[INSTRUCTIONS TO FOLLOW] Your answer should consist of the lines in the following data that contain "items".
============
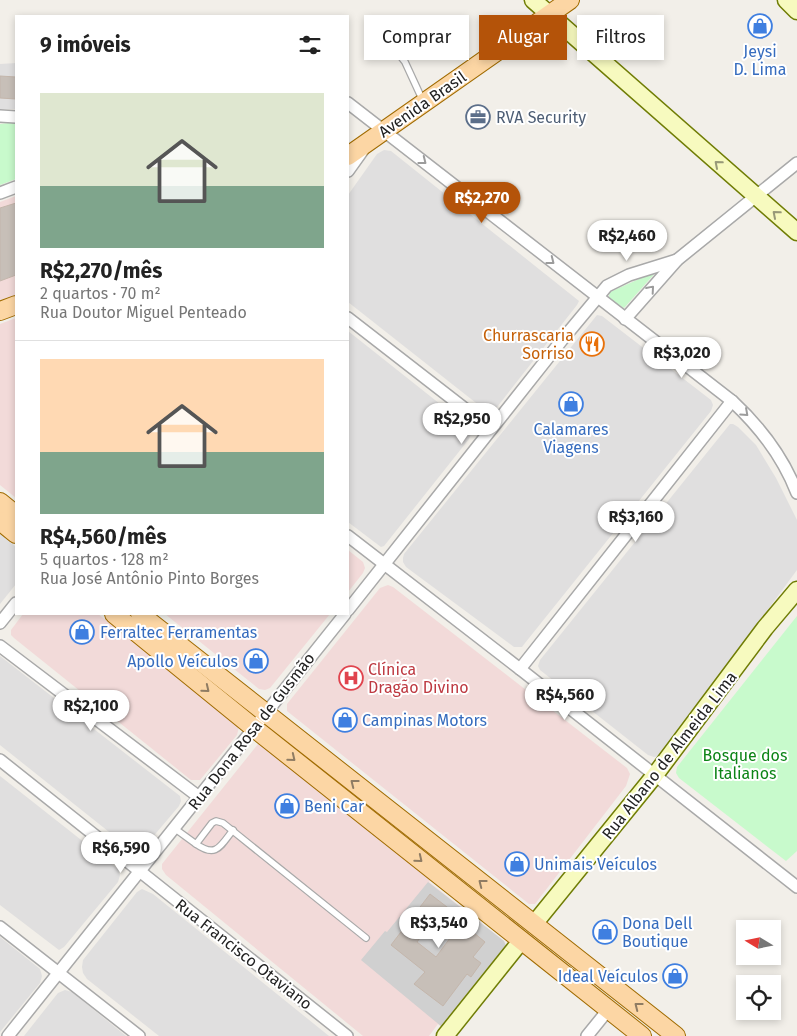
<!DOCTYPE html>
<html lang="pt">
<head>
<meta charset="utf-8">
<style>
  :root { --surface:#fff; --page:#f6f6f6; --text:#222; --muted:#767676; --line:#e0e0e0; --accent:#b45309 }
  body { margin:0; font-family:"Fira Sans",sans-serif; background:var(--page); color:var(--text); height:100vh; display:flex; flex-direction:column; font-size:19px; white-space:nowrap }
  * { box-sizing:border-box; margin:0 }
  p { font-size:16px; color:var(--muted) }
  .icon { flex:none; width:28px; height:28px; fill:none; stroke:currentColor; stroke-width:2; stroke-linecap:round; stroke-linejoin:round }
  .map { position:relative; flex:1; overflow:hidden }
  .sheet { position:absolute; left:15px; top:15px; width:334px; height:600px; display:flex; flex-direction:column; background:var(--surface); border-radius:0px; box-shadow:0 2px 8px #0003 }
  .sheet>* { flex:none }
  .hud { position:absolute; left:364px; top:15px; width:358px; height:45px; display:flex; gap:10px }
  .needle { width:32px; rotate:280deg }
  .buttons { position:absolute; left:736px; top:920px; display:grid; gap:10px }
  .buttons a { display:grid; place-items:center; width:45px; height:45px; border-radius:0px; background:var(--surface); box-shadow:0 2px 8px #0003; font-size:25px }
  .price { position:absolute; translate:-50% -42px; padding:0 11px; border-radius:18px; background:#fff; color:#222; font-size:16px; line-height:32px; filter:drop-shadow(0 1px 2px #0008) }
  .price::after { content:''; position:absolute; left:50%; top:30px; width:15px; height:11px; margin-left:-8px; background:inherit; clip-path:polygon(0 0,100% 0,50% 100%) }
  .price.selected { background:var(--accent); color:#fff }
  ul { padding:0; list-style:none }
  li { display:grid; align-content:center; gap:10px; height:265px; padding:0 25px }
  li+li { border-top:1px solid var(--line) }
  li span { display:grid; place-items:center; height:155px; border-radius:0px; color:#555 }
  li>.icon { margin-inline-start:auto }
  span .icon { width:90px; height:90px; fill:#fffc; stroke-width:1 }
  li b { font-size:21px }
  h2 { display:flex; justify-content:space-between; align-items:center; height:60px; padding:0 25px; font-size:21px }
  .pill { padding:0 18px; border-radius:0px; background:var(--surface); box-shadow:0 2px 8px #0003; font-size:18px; line-height:45px }
  .pill.selected { background:var(--accent); color:#fff }
  .map>svg:first-child { display:block }
  .residential { fill:#e0dfdf }
  .commercial { fill:#f2dad9 }
  .religious { fill:#d0d0d0 }
  .park { fill:#c8facc }
  .building { fill:#c7bfb8; stroke:#c4b6ab; fill-rule:evenodd }
  .lines { fill:none; stroke-linecap:round; stroke-linejoin:round }
  .lane-casing { stroke:#a9a9a9; stroke-width:8 }
  .street-casing { stroke:#a9a9a9; stroke-width:14 }
  .secondary-casing { stroke:#707d05; stroke-width:19 }
  .primary-casing { stroke:#a06b00; stroke-width:20 }
  .lane { stroke:#fff; stroke-width:5.5 }
  .street { stroke:#fff; stroke-width:11 }
  .secondary { stroke:#f7fabf; stroke-width:16 }
  .primary { stroke:#fcd6a4; stroke-width:18 }
  .oneway { stroke:#9c9c9c }
  .oneway2 { stroke:#979978 }
  .oneway3 { stroke:#8f7c63 }
  .labels { text-anchor:middle; stroke-width:4; stroke-linejoin:round; paint-order:stroke }
  .shop-label { font-size:16px; fill:#366cbe; stroke:#fff; text-anchor:start }
  .street-label { font-size:16px; fill:#222; stroke:#fff }
  .service-label { font-size:16px; fill:#4e5e75; stroke:#fff; text-anchor:start }
  .food-label { font-size:16px; fill:#c56008; stroke:#fff; text-anchor:end }
  .health-label { font-size:16px; fill:#be3a42; stroke:#fff; text-anchor:start }
  .park-label { font-size:16px; fill:#0c8416; stroke:#fff }
</style>
</head>
<body>
<div class="map">
<svg width="797" height="1036" viewBox="0 0 797 1036">
  <rect width="100%" height="100%" fill="#f2efe9"/>
  <g class="residential">
    <polygon points="16,63 16,109 0,109 0,64"/>
    <polygon points="384,150 391,151 579,301 577,305 494,411 489,413 485,410 348,302 348,195 377,154"/>
    <polygon points="597,315 602,316 711,400 713,405 711,411 525,643 522,647 514,647 406,567 403,562 403,558 404,554"/>
    <polygon points="348,331 469,427 471,434 469,439 384,546 381,547 348,522"/>
    <polygon points="730,424 733,424 738,427 756,445 776,478 797,520 797,570 660,756 654,757 648,755 540,670 538,666 540,660"/>
    <polygon points="0,534 16,547 16,584 0,604"/>
    <polygon points="0,656 180,796 181,801 179,806 140,852 133,851 0,745"/>
    <polygon points="0,776 118,869 120,875 118,882 64,947 59,950 0,905"/>
    <polygon points="142,889 153,894 329,1036 159,1036 87,979 83,973 82,967 83,960 137,892"/>
    <polygon points="0,937 40,969 42,976 40,983 0,1032"/>
    <polygon points="65,990 72,992 126,1036 24,1036 58,993"/>
  </g>
  <g class="commercial">
    <polygon points="16,196 16,295 0,300 0,202"/>
    <polygon points="16,318 16,498 0,485 0,324"/>
    <polygon points="348,550 363,562 365,568 363,573 348,592"/>
    <polygon points="388,585 393,587 627,768 630,774 626,786 535,904 529,904 287,711 287,704 380,588"/>
    <polygon points="23,614 98,614 237,722 239,727 237,735 200,780 191,780 14,638 11,635 11,630"/>
    <polygon points="165,614 330,614 270,688 265,690 259,689"/>
    <polygon points="260,743 431,879 429,882 504,941 506,946 442,1027 438,1024 429,1036 363,1036 166,875 162,869 162,864 258,744"/>
  </g>
  <polygon class="religious" points="428,882 504,941 506,946 504,952 442,1027 361,960 385,931 387,932"/>
  <g class="park">
    <polygon points="16,122 16,179 0,185 0,124"/>
    <polygon points="657,271 624,308 610,299 609,296 610,292"/>
    <polygon points="797,616 797,851 786,861 679,778 676,773 677,767"/>
  </g>
  <g class="building">
    <polygon points="0,76 16,77 16,99 0,98"/>
    <polygon points="16,203 16,275 0,281 0,208"/>
    <path d="M 430,894 L 464,920 L 462,923 L 485,942 L 473,957 L 481,963 L 471,977 L 467,974 L 443,1006 L 414,984 L 425,972 L 391,945 ZM 434,919 L 453,934 L 436,957 L 417,942 Z"/>
  </g>
  <g class="lines">
    <g class="lane-casing">
      <g id="lane">
        <polyline points="379,29 405,62 423,101"/>
        <polyline points="174,828 196,844 212,823 216,821 223,823 366,938"/>
        <path d="M 196,844 C 216,858 220,847 233,830"/>
      </g>
    </g>
    <g class="street-casing">
      <g id="street">
        <path d="M 348,103 L 732,401 C 760,427 783,457 797,493"/>
        <polyline points="0,116 16,117"/>
        <polyline points="348,171 363,150"/>
        <polyline points="0,193 16,187"/>
        <polyline points="348,318 491,429"/>
        <polyline points="625,319 677,260 797,163"/>
        <polyline points="348,536 520,669 797,887"/>
        <polyline points="348,610 562,340 607,286 629,275 677,260"/>
        <polyline points="0,623 16,603"/>
        <polyline points="0,646 199,797"/>
        <polyline points="520,669 732,401"/>
        <polyline points="0,760 347,1036"/>
        <polyline points="0,927 139,1036"/>
        <polyline points="8,1036 345,614"/>
        <polyline points="587,1036 608,1010"/>
      </g>
    </g>
    <g class="secondary-casing">
      <g id="secondary">
        <polyline points="533,0 797,232"/>
        <polyline points="786,0 797,11"/>
        <polyline points="534,924 655,775 765,628 797,590"/>
        <polyline points="445,1036 521,941"/>
      </g>
    </g>
    <g class="primary-casing">
      <g id="primary">
        <polyline points="348,156 570,0"/>
        <polyline points="0,311 16,305"/>
        <polyline points="0,502 16,515"/>
        <polyline points="0,521 16,534"/>
        <polyline points="114,614 254,728 642,1036"/>
        <polyline points="140,614 676,1036"/>
      </g>
    </g>
    <use href="#lane" class="lane"/>
    <use href="#street" class="street"/>
    <use href="#secondary" class="secondary"/>
    <use href="#primary" class="primary"/>
  </g>
  <defs><path id="oneway-chevron" d="M-2-3.5L2.5 0L-2 3.5" fill="none" stroke-width="1.6" stroke-linecap="round" stroke-linejoin="round" transform="scale(1.25)"/></defs>
  <g class="oneway">
    <use href="#oneway-chevron" transform="translate(423 161) rotate(38)"/>
    <use href="#oneway-chevron" transform="translate(551 261) rotate(38)"/>
    <use href="#oneway-chevron" transform="translate(651 289) rotate(-49)"/>
    <use href="#oneway-chevron" transform="translate(745 413) rotate(42)"/>
  </g>
  <g class="oneway2">
    <use href="#oneway-chevron" transform="translate(718 164) rotate(-139)"/>
    <use href="#oneway-chevron" transform="translate(776 214) rotate(-139)"/>
  </g>
  <g class="oneway3">
    <use href="#oneway-chevron" transform="translate(206 689) rotate(39)"/>
    <use href="#oneway-chevron" transform="translate(292 758) rotate(39)"/>
    <use href="#oneway-chevron" transform="translate(354 783) rotate(-142)"/>
    <use href="#oneway-chevron" transform="translate(419 859) rotate(39)"/>
    <use href="#oneway-chevron" transform="translate(482 883) rotate(-142)"/>
    <use href="#oneway-chevron" transform="translate(638 1006) rotate(-142)"/>
  </g>
  <defs>
    <g id="shop-ring" transform="scale(1.25)"><circle r="9.5" fill="#fff" stroke="#3f7fe0" stroke-width="1.5"/><path d="M-5-2.5h2.3a2.7 3.5 0 0 1 5.4 0H5L5.5 6h-11ZM-1.5-2.5h3a1.5 2.3 0 0 0-3 0Z" fill="#3f7fe0"/></g>
    <g id="office-ring" transform="scale(1.25)"><circle r="9.5" fill="#fff" stroke="#5c6f8a" stroke-width="1.5"/><path d="M-6-3h4V-5.5h4V-3h4V5H-6ZM-1-4.5V-3h2v-1.5ZM-6 0V1H6V0Z" fill="#5c6f8a"/></g>
    <g id="restaurant-ring" transform="scale(1.25)"><circle r="9.5" fill="#fff" stroke="#e8710a" stroke-width="1.5"/><path d="M-5-6h1v4h1v-4h1v4h1v-4h1v5L-1.5 .5V6h-2V.5L-5-1ZM5-6V6H3V1.5H1.5Q1.5-4 5-6Z" fill="#e8710a"/></g>
    <g id="hospital-ring" transform="scale(1.25)"><circle r="9.5" fill="#fff" stroke="#e0444e" stroke-width="1.5"/><path d="M-5-5h3v3.5h4V-5h3V5h-3V1.5h-4V5h-3Z" fill="#e0444e"/></g>
  </defs>
  <g fill-rule="evenodd">
    <use href="#shop-ring" x="760" y="26"/>
    <use href="#office-ring" x="478" y="117"/>
    <use href="#restaurant-ring" x="592" y="344"/>
    <use href="#shop-ring" x="571" y="404"/>
    <use href="#shop-ring" x="82" y="632"/>
    <use href="#shop-ring" x="256" y="661"/>
    <use href="#hospital-ring" x="351" y="678"/>
    <use href="#shop-ring" x="345" y="720"/>
    <use href="#shop-ring" x="287" y="806"/>
    <use href="#shop-ring" x="517" y="864"/>
    <use href="#shop-ring" x="605" y="932"/>
    <use href="#shop-ring" x="675" y="976"/>
  </g>
  <g class="labels">
    <g class="shop-label">
      <text x="760" y="57" text-anchor="middle">Jeysi<tspan x="760" dy="18">D. Lima</tspan></text>
      <text x="571" y="435" text-anchor="middle">Calamares<tspan x="571" dy="18">Viagens</tspan></text>
      <text x="100" y="638">Ferraltec Ferramentas</text>
      <text x="238" y="667" text-anchor="end">Apollo Veículos</text>
      <text x="362" y="726">Campinas Motors</text>
      <text x="304" y="812">Beni Car</text>
      <text x="534" y="870">Unimais Veículos</text>
      <text x="622" y="929">Dona Dell<tspan x="622" dy="18">Boutique</tspan></text>
      <text x="658" y="982" text-anchor="end">Ideal Veículos</text>
    </g>
    <g class="street-label">
      <text transform="translate(422 104) rotate(-35)" y="6">Avenida Brasil</text>
      <text transform="translate(251 731) rotate(-52)" y="6">Rua Dona Rosa de Gusmão</text>
      <text transform="translate(669 755) rotate(-52)" y="6">Rua Albano de Almeida Lima</text>
      <text transform="translate(244 954) rotate(38)" y="6">Rua Francisco Otaviano</text>
    </g>
    <g class="service-label">
      <text x="496" y="123">RVA Security</text>
    </g>
    <g class="food-label">
      <text x="574" y="341">Churrascaria<tspan x="574" dy="18">Sorriso</tspan></text>
    </g>
    <g class="health-label">
      <text x="368" y="675">Clínica<tspan x="368" dy="18">Dragão Divino</tspan></text>
    </g>
    <g class="park-label">
      <text x="745" y="761">Bosque dos<tspan x="745" dy="18">Italianos</tspan></text>
    </g>
  </g>
</svg>
<div class="buttons">
<a><svg class="needle" viewBox="-14 -14 28 28"><path d="M0-13l5 13h-10z" fill="#e53935"/><path d="M0 13l5-13h-10z" fill="#767676"/></svg></a>
<a><svg class="icon" aria-label="locate" viewBox="0 0 24 24"><circle cx="12" cy="12" r="6"/><path d="M12 2v4M12 18v4M2 12h4M18 12h4"/></svg></a>
</div>
<b class="price selected" style="left:482px;top:224px">R$2,270</b>
<b class="price" style="left:627px;top:262px">R$2,460</b>
<b class="price" style="left:682px;top:379px">R$3,020</b>
<b class="price" style="left:462px;top:445px">R$2,950</b>
<b class="price" style="left:636px;top:543px">R$3,160</b>
<b class="price" style="left:565px;top:721px">R$4,560</b>
<b class="price" style="left:91px;top:732px">R$2,100</b>
<b class="price" style="left:121px;top:874px">R$6,590</b>
<b class="price" style="left:439px;top:949px">R$3,540</b>
<div class="hud">
<a class="pill">Comprar</a>
<a class="pill selected">Alugar</a>
<a class="pill">Filtros</a>
</div>
<section class="sheet">
<h2>9 imóveis<svg class="icon" aria-label="filters" viewBox="0 0 24 24"><path d="M4 7h16M4 17h16"/><circle cx="9" cy="7" r="2"/><circle cx="15" cy="17" r="2"/></svg></h2>
<ul>
<li><span style="background:linear-gradient(#dfe7d0 60%,#7fa58c 0)"><svg class="icon" aria-label="home" viewBox="0 0 24 24"><path d="M3 11l9-7 9 7M6 9v11h12V9"/></svg></span><div><b>R$2,270/mês</b><p>2 quartos · 70 m²</p><p>Rua Doutor Miguel Penteado</p></div></li>
<li><span style="background:linear-gradient(#ffd9b3 60%,#7fa58c 0)"><svg class="icon" aria-label="home" viewBox="0 0 24 24"><path d="M3 11l9-7 9 7M6 9v11h12V9"/></svg></span><div><b>R$4,560/mês</b><p>5 quartos · 128 m²</p><p>Rua José Antônio Pinto Borges</p></div></li>
</ul>
</section>
</div>
</body>
</html>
============
[RESULT OF THIS TASK]
  .buttons a { display:grid; place-items:center; width:45px; height:45px; border-radius:0px; background:var(--surface); box-shadow:0 2px 8px #0003; font-size:25px }
  li span { display:grid; place-items:center; height:155px; border-radius:0px; color:#555 }
  h2 { display:flex; justify-content:space-between; align-items:center; height:60px; padding:0 25px; font-size:21px }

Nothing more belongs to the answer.